Typically, victims’ families or survivors like Hernandez-Ortiz would be consulted by prosecutors mulling a plea offering, James said.

“You better, because the last thing you want is a victim’s family coming out opposed to a deal,” he said. “Ultimately it’s a prosecutor’s decision, but you’d like to have everyone on the same page.”

Doug Rohan, who represents Hernandez-Ortiz, said his client has been invited to attend Tuesday’s hearing but has not been informed of any imminent deals.

James said he assumes, considering the charges against Long, that any deal would include a sentence of life in prison without the possibility of parole.

When presented with the alternatives, family members and loved ones generally prefer that outcome to a lengthy trial, he said.

And while Long, according to police, confessed to the killings, a death sentence is no sure bet, James said.

In the last seven years only one death sentence has been handed down in Georgia. A Gwinnett County jury in 2019 sentenced Tiffany Moss to die by lethal injection for starving her 10-year-old stepdaughter to death, then trying to burn the child’s corpse inside a trash can.

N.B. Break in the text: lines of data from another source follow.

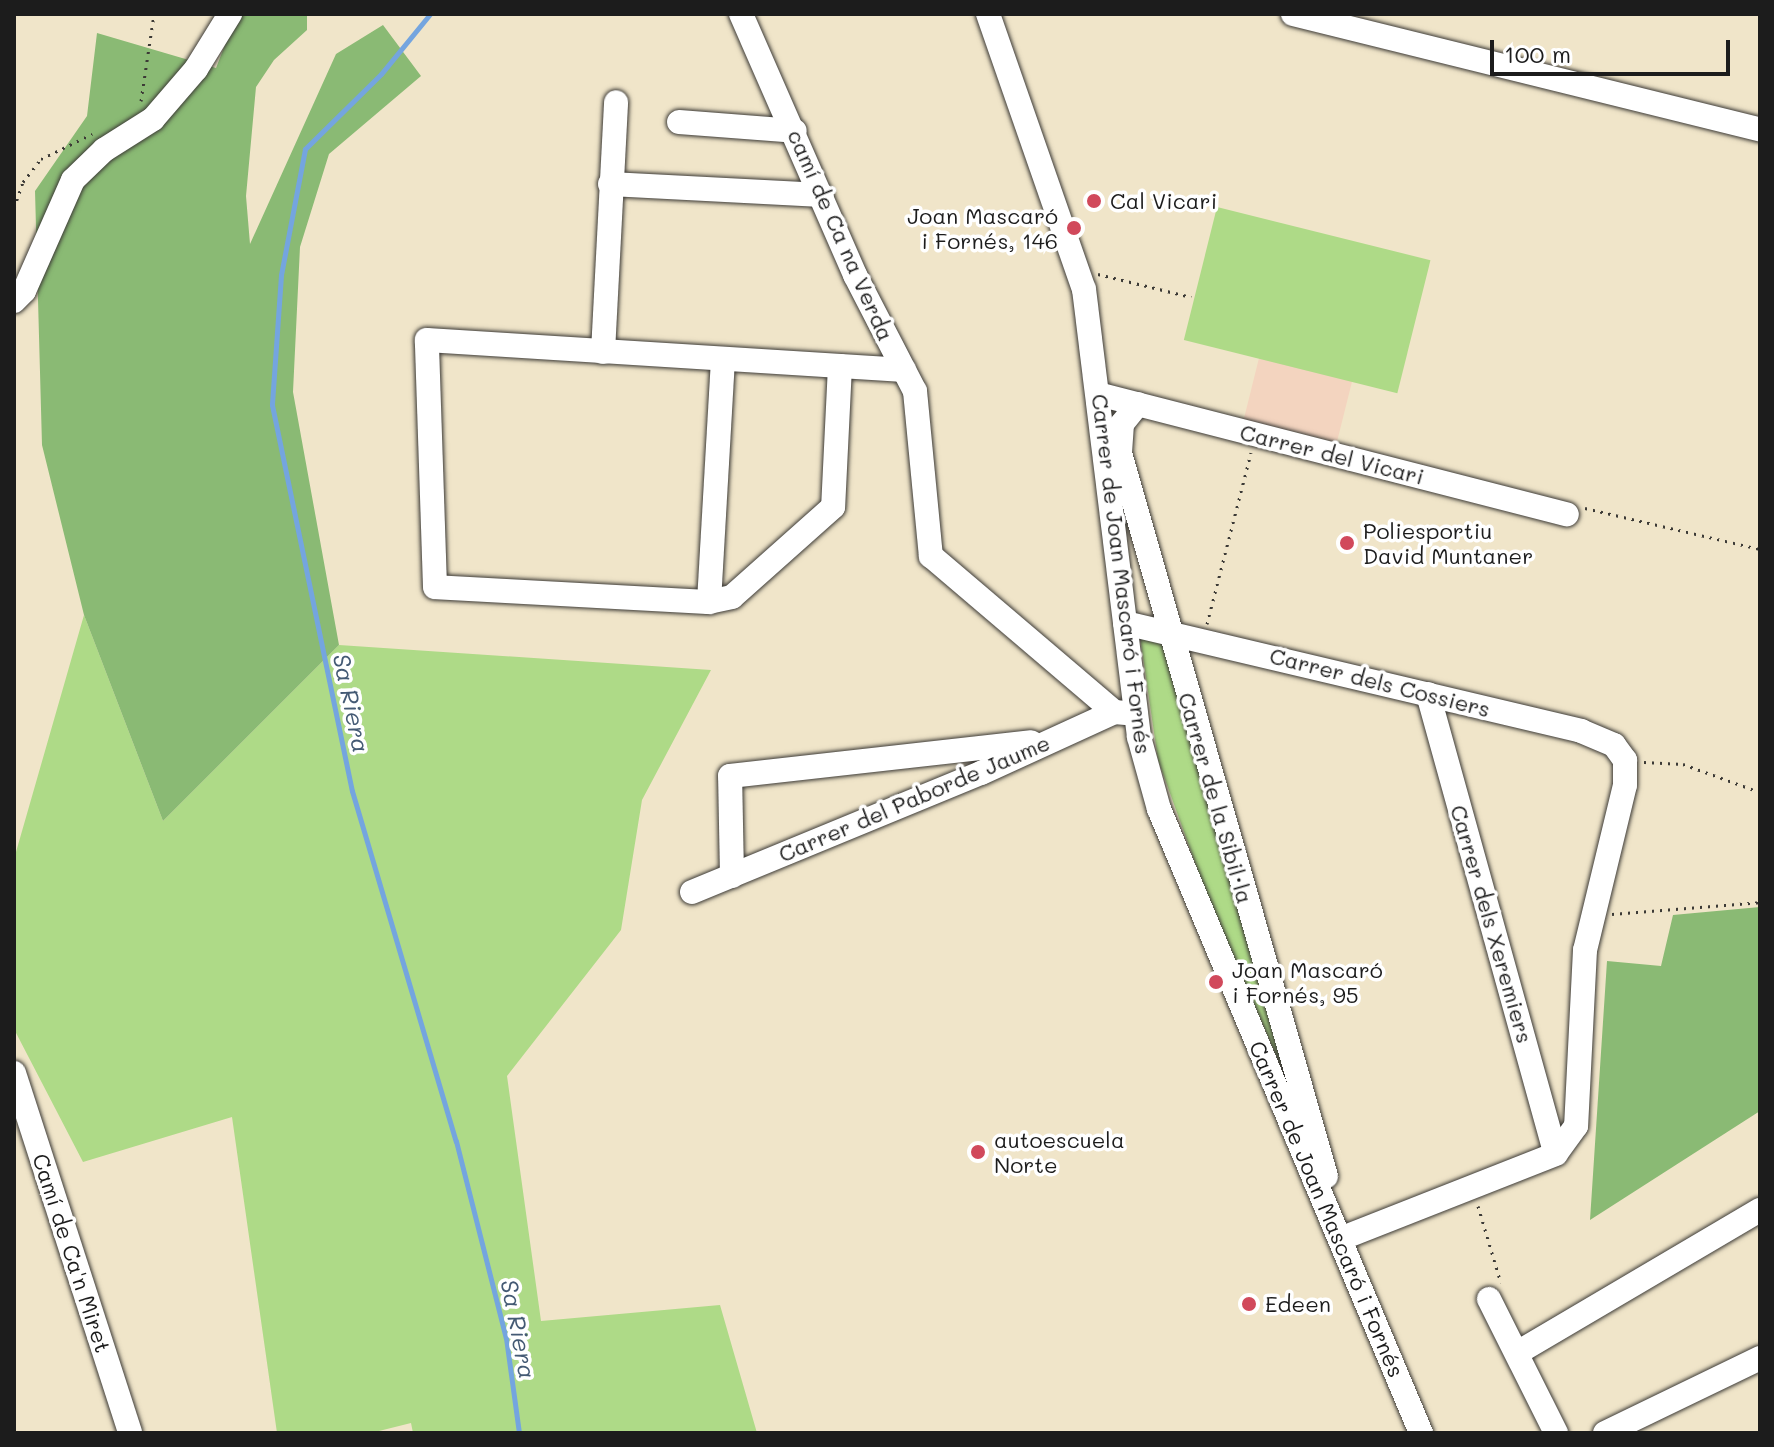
<!DOCTYPE html>
<html>
<head>
<meta charset="utf-8">
<style>
	body { margin:0 }
	#map { position:relative; width:1774px; height:1447px; overflow:hidden; background:#f0e5c9; font-family:Mali,sans-serif }
	div>[style] { position:absolute }
	[style*='--x'] { left:calc(var(--x)*1px); top:calc(var(--y)*1px); width:calc(var(--w)*1px); rotate:calc(var(--a)*1deg) }
	.built>* { inset:0; background:#f3d4bf; transform-origin:0 0 }
	.green>* { inset:0; background:#aeda87; transform-origin:0 0 }
	.forest>* { inset:0; background:#8aba74 }
	.stream>* { height:5px; margin:-2.5px; padding:0 2.5px; transform-origin:2.5px; border-radius:2.5px; background:#74a5df }
	.path>* { height:3px; margin-top:-1.5px; transform-origin:0; background:repeating-linear-gradient(90deg,#3c3a36 0 2px,transparent 0 8px) }
	.roads { filter:drop-shadow(0 0 2px #3c3a36) drop-shadow(0 0 2px #3c3a36) }
	.minor>* { height:24px; margin:-12px; padding:0 12px; transform-origin:12px; border-radius:12px; background:#fff }
	.dots>* { width:22px; height:22px; translate:-50% -50%; box-sizing:border-box; border:4px solid #fff; border-radius:50% }
	span { translate:-50% -50%; white-space:nowrap; text-align:center; line-height:1.15; -webkit-text-stroke:7px #fff; paint-order:stroke }
	.poi-label { font-size:22px; color:#1c1c1c }
	.left { translate:0 -50%; text-align:left }
	.right { translate:-100% -50%; text-align:right }
	.street-label { font-size:22px; color:#1c1c1c }
	.water-label { font-size:24px; color:#445a74; font-style:italic }
	.frame { position:absolute; inset:0; border:16px solid #1c1c1c; pointer-events:none }
	.scale { position:absolute; left:1490px; top:40px; width:240px; height:36px; box-sizing:border-box; border:4px solid #1c1c1c; border-top:0; padding-left:10px; font-size:24px; line-height:28px; white-space:nowrap; color:#1c1c1c; -webkit-text-stroke:6px #fff; paint-order:stroke }
</style>
</head>
<body>
<div id="map">
	<div class="built">
		<div style="left:1259px;top:358px;width:96px;height:63px;rotate:14deg"></div>
	</div>
	<div class="green">
		<div style="left:1217px;top:207px;width:220px;height:137px;rotate:14deg"></div>
		<div style="clip-path:polygon(84px 615px,163px 821px,339px 645px,711px 670px,642px 800px,621px 930px,507px 1076px,541px 1321px,720px 1305px,757px 1433px,413px 1433px,411px 1423px,371px 1433px,277px 1433px,232px 1117px,83px 1162px,14px 1029px,14px 859px)"></div>
		<div style="clip-path:polygon(1139px 630px,1165px 636px,1308px 1129px,1206px 893px,1158px 760px)"></div>
	</div>
	<div class="forest">
		<div style="clip-path:polygon(237px 14px,307px 14px,307px 30px,274px 60px,256px 87px,246px 196px,250px 244px,336px 54px,383px 25px,421px 76px,329px 154px,300px 247px,293px 392px,339px 645px,163px 821px,84px 615px,42px 445px,35px 191px,87px 116px,97px 33px,216px 68px)"></div>
		<div style="clip-path:polygon(1760px 907px,1760px 1111px,1590px 1220px,1607px 961px,1661px 966px,1673px 915px)"></div>
	</div>
	<div class="stream">
		<div style="--x:430;--y:14;--w:77;--a:129.2"></div>
		<div style="--x:381;--y:74;--w:107;--a:135.4"></div>
		<div style="--x:305;--y:149;--w:128;--a:100.8"></div>
		<div style="--x:281;--y:275;--w:130;--a:94"></div>
		<div style="--x:272;--y:405;--w:394;--a:78.3"></div>
		<div style="--x:352;--y:791;--w:365;--a:73.5"></div>
		<div style="--x:456;--y:1141;--w:203;--a:75.8"></div>
		<div style="--x:506;--y:1338;--w:96;--a:82.2"></div>
	</div>
	<div class="path">
		<div style="--x:141;--y:101;--w:88;--a:-81.5"></div>
		<div style="--x:14;--y:208;--w:28;--a:-71"></div>
		<div style="--x:23;--y:182;--w:29;--a:-52"></div>
		<div style="--x:41;--y:159;--w:57;--a:-26.1"></div>
		<div style="--x:1098;--y:274;--w:96;--a:13.9"></div>
		<div style="--x:1585;--y:508;--w:180;--a:13.2"></div>
		<div style="--x:1207;--y:624;--w:177;--a:-75.6"></div>
		<div style="--x:1644;--y:762;--w:39;--a:3"></div>
		<div style="--x:1683;--y:764;--w:82;--a:20"></div>
		<div style="--x:1612;--y:914;--w:148;--a:-4.6"></div>
		<div style="--x:1478;--y:1206;--w:80;--a:73.4"></div>
	</div>
	<div class="roads">
		<div class="minor">
			<div style="--x:741;--y:14;--w:285;--a:66.4"></div>
			<div style="--x:855;--y:275;--w:131;--a:62.7"></div>
			<div style="--x:915;--y:391;--w:166;--a:84.5"></div>
			<div style="--x:931;--y:556;--w:240;--a:40.4"></div>
			<div style="--x:988;--y:14;--w:291;--a:70.8"></div>
			<div style="--x:1084;--y:289;--w:451;--a:83"></div>
			<div style="--x:1139;--y:737;--w:75;--a:74.5"></div>
			<div style="--x:1159;--y:809;--w:677;--a:67.22"></div>
			<div style="--x:1293;--y:14;--w:481;--a:13.9"></div>
			<div style="--x:679;--y:122;--w:116;--a:4.4"></div>
			<div style="--x:610;--y:184;--w:212;--a:3"></div>
			<div style="--x:14;--y:301;--w:14;--a:-45"></div>
			<div style="--x:24;--y:291;--w:121;--a:-66.2"></div>
			<div style="--x:73;--y:180;--w:43;--a:-44.1"></div>
			<div style="--x:104;--y:150;--w:58;--a:-32.3"></div>
			<div style="--x:153;--y:119;--w:66;--a:-49.3"></div>
			<div style="--x:196;--y:69;--w:65;--a:-58.3"></div>
			<div style="--x:603;--y:352;--w:250;--a:-87"></div>
			<div style="--x:840;--y:366;--w:141;--a:92.8"></div>
			<div style="--x:833;--y:507;--w:135;--a:138.3"></div>
			<div style="--x:732;--y:597;--w:24;--a:168"></div>
			<div style="--x:709;--y:602;--w:274;--a:-176.9"></div>
			<div style="--x:435;--y:587;--w:247;--a:-91.9"></div>
			<div style="--x:427;--y:340;--w:478;--a:3.6"></div>
			<div style="--x:1098;--y:394;--w:484;--a:14.4"></div>
			<div style="--x:1138;--y:404;--w:26;--a:129"></div>
			<div style="--x:1122;--y:424;--w:29;--a:94"></div>
			<div style="--x:1120;--y:453;--w:752;--a:74.1"></div>
			<div style="--x:709;--y:602;--w:243;--a:-86.7"></div>
			<div style="--x:1125;--y:623;--w:469;--a:13.3"></div>
			<div style="--x:1581;--y:731;--w:36;--a:23"></div>
			<div style="--x:1614;--y:745;--w:19;--a:54"></div>
			<div style="--x:1625;--y:760;--w:25;--a:90"></div>
			<div style="--x:1625;--y:785;--w:170;--a:103.6"></div>
			<div style="--x:1585;--y:950;--w:176;--a:92.9"></div>
			<div style="--x:1576;--y:1126;--w:34;--a:126"></div>
			<div style="--x:1428;--y:694;--w:477;--a:74.5"></div>
			<div style="--x:732;--y:876;--w:100;--a:-91.1"></div>
			<div style="--x:730;--y:776;--w:303;--a:-6.4"></div>
			<div style="--x:692;--y:892;--w:313;--a:-22.4"></div>
			<div style="--x:981;--y:773;--w:146;--a:-24.6"></div>
			<div style="--x:1114;--y:712;--w:12;--a:5"></div>
			<div style="--x:14;--y:1073;--w:378;--a:72.1"></div>
			<div style="--x:1340;--y:1239;--w:232;--a:-21.5"></div>
			<div style="--x:1489;--y:1299;--w:150;--a:63.4"></div>
			<div style="--x:1517;--y:1353;--w:282;--a:-30.5"></div>
			<div style="--x:1605;--y:1433;--w:172;--a:-25.8"></div>
		</div>
	</div>
	<div class="dots">
		<div style="left:1094px;top:201px;background:#d1495b"></div>
		<div style="left:1074px;top:228px;background:#d1495b"></div>
		<div style="left:1347px;top:543px;background:#d1495b"></div>
		<div style="left:1216px;top:982px;background:#d1495b"></div>
		<div style="left:978px;top:1152px;background:#d1495b"></div>
		<div style="left:1249px;top:1304px;background:#d1495b"></div>
	</div>
	<div class="poi-label">
		<span class="left" style="left:1110px;top:201px">Cal Vicari</span>
		<span class="right" style="left:1058px;top:228px">Joan Mascaró<br>i Fornés, 146</span>
		<span class="left" style="left:1363px;top:543px">Poliesportiu<br>David Muntaner</span>
		<span class="left" style="left:1232px;top:982px">Joan Mascaró<br>i Fornés, 95</span>
		<span class="left" style="left:994px;top:1152px">autoescuela<br>Norte</span>
		<span class="left" style="left:1265px;top:1304px">Edeen</span>
	</div>
	<div class="street-label">
		<span style="left:841px;top:235px;rotate:66deg">camí de Ca na Verda</span>
		<span style="left:1332px;top:454px;rotate:14deg">Carrer del Vicari</span>
		<span style="left:1122px;top:574px;rotate:83deg">Carrer de Joan Mascaró i Fornés</span>
		<span style="left:1380px;top:682px;rotate:14deg">Carrer dels Cossiers</span>
		<span style="left:914px;top:798px;rotate:-23deg">Carrer del Paborde Jaume</span>
		<span style="left:1216px;top:798px;rotate:74deg">Carrer de la Sibil·la</span>
		<span style="left:1492px;top:924px;rotate:74deg">Carrer dels Xeremiers</span>
		<span style="left:1327px;top:1209px;rotate:67deg">Carrer de Joan Mascaró i Fornés</span>
		<span style="left:72px;top:1253px;rotate:72deg">Camí de Ca'n Miret</span>
	</div>
	<div class="water-label">
		<span style="left:352px;top:703px;rotate:78deg">Sa Riera</span>
		<span style="left:519px;top:1329px;rotate:79deg">Sa Riera</span>
	</div>
	<div class="frame"></div>
	<div class="scale">100 m</div>
</div>
</body>
</html>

In that case, Moss served as her own lawyer but put up no defense.

James noted Long’s mental health could emerge as a powerful mitigating circumstance in a death case, as Long had no prior criminal record.

Following his capture in Crisp County, about 150 miles south of Atlanta, Cherokee police said Long blamed his actions on a sexual addiction that clashed with his strict religious upbringing. Investigators say he had been a patron of at least two of the spas.

After the Woodstock area shootings, Long drove to Atlanta, where police say he shot and killed three women at Gold Spa on Piedmont Avenue and another woman at Aromatherapy Spa across the street. All of the Atlanta victims and two of those killed in Cherokee were women of Asian descent.

Willis said she believes hate crime charges are also warranted. Georgia’s hate crimes law went into effect in June and provides sentencing guidelines for anyone convicted of targeting a victim based on race, color, religion, national origin, sex, sexual orientation, gender, mental disability or physical disability.

Wallace has not addressed the possibility of hate crimes in the Long case.

“Today we have taken another step forward in seeking justice for the victims of this crime and for their family members,” she said in a statement following the May indictments.

Willis, fearing a lengthy delay in the Fulton County case if Long were to be transferred to a state prison following a plea deal, filed a motion last week to have the defendant transported to Fulton jail. Fulton Superior Court Judge Ural Glanville granted her request, and Long is set to be arraigned in Atlanta on August 23.